> _Materials provided_:
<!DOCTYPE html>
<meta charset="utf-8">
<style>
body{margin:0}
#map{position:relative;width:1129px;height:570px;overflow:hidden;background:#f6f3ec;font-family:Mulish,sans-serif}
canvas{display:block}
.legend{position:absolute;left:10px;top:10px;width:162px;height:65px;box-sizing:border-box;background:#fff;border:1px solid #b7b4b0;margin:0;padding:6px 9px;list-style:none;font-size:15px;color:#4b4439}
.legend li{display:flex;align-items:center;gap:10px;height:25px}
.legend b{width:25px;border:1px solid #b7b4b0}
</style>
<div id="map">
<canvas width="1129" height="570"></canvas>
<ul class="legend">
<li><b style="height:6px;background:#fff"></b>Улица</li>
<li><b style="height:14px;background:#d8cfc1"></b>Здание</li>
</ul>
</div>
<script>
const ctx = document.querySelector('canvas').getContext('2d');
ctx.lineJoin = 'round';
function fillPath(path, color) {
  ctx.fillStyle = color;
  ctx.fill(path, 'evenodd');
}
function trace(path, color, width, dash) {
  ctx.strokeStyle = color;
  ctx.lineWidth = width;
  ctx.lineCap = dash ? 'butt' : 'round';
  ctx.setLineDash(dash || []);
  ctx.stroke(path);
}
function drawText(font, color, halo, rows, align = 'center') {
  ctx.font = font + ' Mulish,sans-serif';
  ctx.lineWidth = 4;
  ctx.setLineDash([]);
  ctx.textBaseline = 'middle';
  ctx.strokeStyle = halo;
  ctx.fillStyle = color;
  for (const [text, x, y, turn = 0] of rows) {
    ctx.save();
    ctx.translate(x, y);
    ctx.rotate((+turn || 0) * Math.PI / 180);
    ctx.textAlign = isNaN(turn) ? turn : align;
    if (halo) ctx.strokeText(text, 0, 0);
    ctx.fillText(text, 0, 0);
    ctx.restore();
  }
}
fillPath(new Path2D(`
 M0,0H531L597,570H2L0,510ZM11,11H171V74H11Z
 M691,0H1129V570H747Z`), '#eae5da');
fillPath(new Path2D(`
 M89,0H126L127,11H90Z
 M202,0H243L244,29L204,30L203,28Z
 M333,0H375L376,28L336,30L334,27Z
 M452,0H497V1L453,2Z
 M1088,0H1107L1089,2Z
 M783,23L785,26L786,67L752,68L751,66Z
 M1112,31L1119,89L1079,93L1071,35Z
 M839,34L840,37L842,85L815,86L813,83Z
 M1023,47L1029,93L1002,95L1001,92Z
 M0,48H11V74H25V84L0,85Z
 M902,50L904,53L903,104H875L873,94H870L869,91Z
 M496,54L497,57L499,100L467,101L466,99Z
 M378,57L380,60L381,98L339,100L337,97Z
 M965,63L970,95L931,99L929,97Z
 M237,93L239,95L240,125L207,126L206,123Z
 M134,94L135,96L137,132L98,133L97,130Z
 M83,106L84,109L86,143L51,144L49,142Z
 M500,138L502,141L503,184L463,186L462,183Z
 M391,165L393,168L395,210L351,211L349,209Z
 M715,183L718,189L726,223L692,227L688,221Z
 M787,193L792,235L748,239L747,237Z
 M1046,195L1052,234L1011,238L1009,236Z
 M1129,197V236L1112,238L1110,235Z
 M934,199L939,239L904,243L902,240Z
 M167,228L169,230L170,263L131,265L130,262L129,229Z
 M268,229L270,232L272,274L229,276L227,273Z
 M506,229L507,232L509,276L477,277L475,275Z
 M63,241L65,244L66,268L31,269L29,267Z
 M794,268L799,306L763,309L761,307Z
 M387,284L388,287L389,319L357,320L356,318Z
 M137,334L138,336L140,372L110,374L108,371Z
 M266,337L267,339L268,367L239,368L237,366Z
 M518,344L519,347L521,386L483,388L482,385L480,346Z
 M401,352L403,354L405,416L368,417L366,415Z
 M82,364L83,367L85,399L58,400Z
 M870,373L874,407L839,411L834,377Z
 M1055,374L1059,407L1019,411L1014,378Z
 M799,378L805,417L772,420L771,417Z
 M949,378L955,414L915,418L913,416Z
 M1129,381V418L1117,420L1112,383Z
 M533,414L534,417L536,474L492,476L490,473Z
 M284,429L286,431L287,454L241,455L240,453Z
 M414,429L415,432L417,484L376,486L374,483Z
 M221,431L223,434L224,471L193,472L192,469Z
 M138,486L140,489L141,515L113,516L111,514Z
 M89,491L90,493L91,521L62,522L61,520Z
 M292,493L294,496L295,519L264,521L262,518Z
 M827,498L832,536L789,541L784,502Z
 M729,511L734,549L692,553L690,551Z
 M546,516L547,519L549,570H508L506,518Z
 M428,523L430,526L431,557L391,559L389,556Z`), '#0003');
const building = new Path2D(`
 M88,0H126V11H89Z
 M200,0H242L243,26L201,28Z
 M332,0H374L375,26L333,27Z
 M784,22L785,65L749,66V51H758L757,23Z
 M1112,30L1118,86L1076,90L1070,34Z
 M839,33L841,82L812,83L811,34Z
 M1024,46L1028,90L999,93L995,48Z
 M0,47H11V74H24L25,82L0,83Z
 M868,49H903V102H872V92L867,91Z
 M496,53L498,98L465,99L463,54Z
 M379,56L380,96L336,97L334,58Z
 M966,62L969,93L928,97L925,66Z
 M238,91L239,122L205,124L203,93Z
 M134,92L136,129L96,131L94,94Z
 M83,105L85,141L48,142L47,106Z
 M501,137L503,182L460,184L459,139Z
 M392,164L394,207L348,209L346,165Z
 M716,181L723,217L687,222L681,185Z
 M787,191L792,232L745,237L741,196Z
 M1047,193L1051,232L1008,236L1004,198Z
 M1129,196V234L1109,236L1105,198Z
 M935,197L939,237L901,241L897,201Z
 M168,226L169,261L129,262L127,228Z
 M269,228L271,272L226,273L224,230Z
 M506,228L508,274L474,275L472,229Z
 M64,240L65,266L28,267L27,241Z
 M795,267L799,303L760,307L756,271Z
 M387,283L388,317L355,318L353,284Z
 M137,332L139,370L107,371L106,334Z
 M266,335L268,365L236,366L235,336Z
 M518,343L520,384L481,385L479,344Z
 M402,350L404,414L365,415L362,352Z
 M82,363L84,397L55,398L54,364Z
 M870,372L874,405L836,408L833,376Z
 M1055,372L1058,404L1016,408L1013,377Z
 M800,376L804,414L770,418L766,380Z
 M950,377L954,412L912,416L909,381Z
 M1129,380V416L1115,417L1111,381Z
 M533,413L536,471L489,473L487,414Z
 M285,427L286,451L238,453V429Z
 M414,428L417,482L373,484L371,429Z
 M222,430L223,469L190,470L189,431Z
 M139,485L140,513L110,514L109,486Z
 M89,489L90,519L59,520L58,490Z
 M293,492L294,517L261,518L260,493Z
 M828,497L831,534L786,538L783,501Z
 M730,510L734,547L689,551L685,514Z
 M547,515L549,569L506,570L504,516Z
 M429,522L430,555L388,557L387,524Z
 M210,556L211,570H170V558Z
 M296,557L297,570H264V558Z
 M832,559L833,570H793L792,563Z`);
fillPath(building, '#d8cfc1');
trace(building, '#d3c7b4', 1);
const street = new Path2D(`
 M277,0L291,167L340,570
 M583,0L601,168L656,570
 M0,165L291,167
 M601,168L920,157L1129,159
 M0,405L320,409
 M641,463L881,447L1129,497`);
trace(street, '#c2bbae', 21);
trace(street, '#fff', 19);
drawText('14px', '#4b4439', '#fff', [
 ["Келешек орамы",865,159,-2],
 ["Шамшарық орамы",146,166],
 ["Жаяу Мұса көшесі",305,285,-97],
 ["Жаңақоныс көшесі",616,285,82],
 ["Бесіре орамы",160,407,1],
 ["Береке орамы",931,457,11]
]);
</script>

> _Task instructions_: When a line in the material above contains the word "canvas", copy that line out.

> _Reply to the exercise_:
canvas{display:block}
<canvas width="1129" height="570"></canvas>
const ctx = document.querySelector('canvas').getContext('2d');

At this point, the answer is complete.